Church Mutual contends that Good Shepherd submitted its first proof of loss through estimates provided by plaintiff's counsel on June 22, 2021. See doc. 21, att. 2. Since that time Good Shepherd has submitted additional estimates on November 24, 2021, in connection with its mandatory disclosures under the Case Management Order, and January 24, 2022. Doc. 21, atts. 3-9. However, Good Shepherd also shows that Church Mutual inspected the insured premises several times between September 2020 and March 2021. Doc. 23, att. 9. Accordingly, it maintains, Church Mutual had more than adequate opportunity to properly adjust the claim and render payment before receiving the estimates prepared by Good Shepherd's adjusters.
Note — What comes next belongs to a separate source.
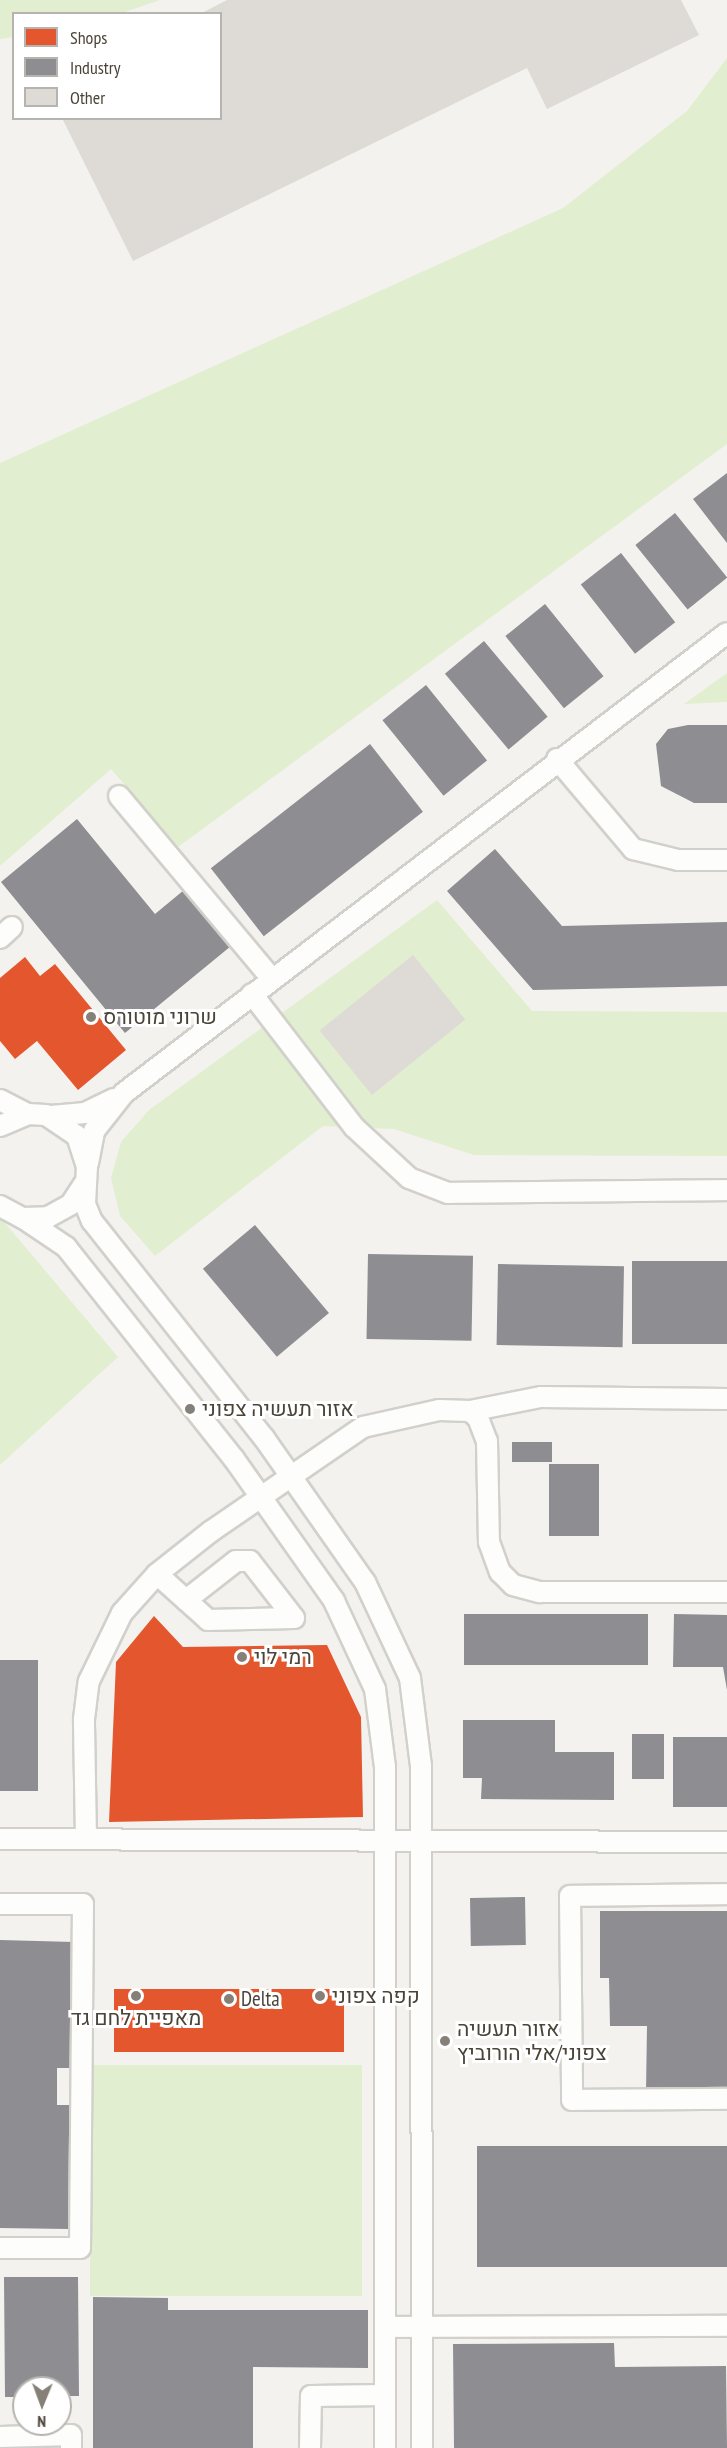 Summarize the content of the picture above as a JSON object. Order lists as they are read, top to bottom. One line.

This court has held that “proof of loss need not come from the insured but may instead come from the insurer's inspection of the property.” Cameron Par. Sch. Bd. v. RSUI Indem. Co., 2008 4425377, at *2 (W.D. La. Sep. 29, 2008) (citing Jonesboro Lodge v. Am. Central Ins. Co., 49 So.2d 740, 744 (1950)). While the holding applies to the “proof of loss” requirement set forth under Louisiana's bad faith statutes, the court can find no basis for construing from the terms of the policy or from Louisiana Revised Statute § 22:1264 that the insured has duties beyond those triggering the insured's duty to issue payment under law. Assuming that Church Mutual's own inspections of the property did provide it with notice that the loss exceeded the amount Church Mutual paid on the claim, Good Shepherd still has a viable claim for breach of contract. The policy shows that there is no requirement as to the form of any proof of loss unless Church Mutual provides specific templates, which is not alleged here. Additionally, Church Mutual has not shown that Good Shepherd breached any other term relating to its duties after loss. Accordingly, there is no basis for granting summary judgment on either the breach of contract or bad faith claims.

IV.

CONCLUSION

For the reasons stated above, the Motion for Summary Judgment [doc. 21] will be DENIED.


Summaries of

Protestant Episcopal Church of the Good Shepherd v. Church Mut. Ins. Co S I

United States District Court, Western District of Louisiana
Sep 14, 2022
2:21-CV-02741 (W.D. La. Sep. 14, 2022)
Case details for

Protestant Episcopal Church of the Good Shepherd v. Church Mut. Ins. Co S I

Case Details

Full title:PROTESTANT EPISCOPAL CHURCH OF THE GOOD SHEPHERD v. CHURCH MUTUAL…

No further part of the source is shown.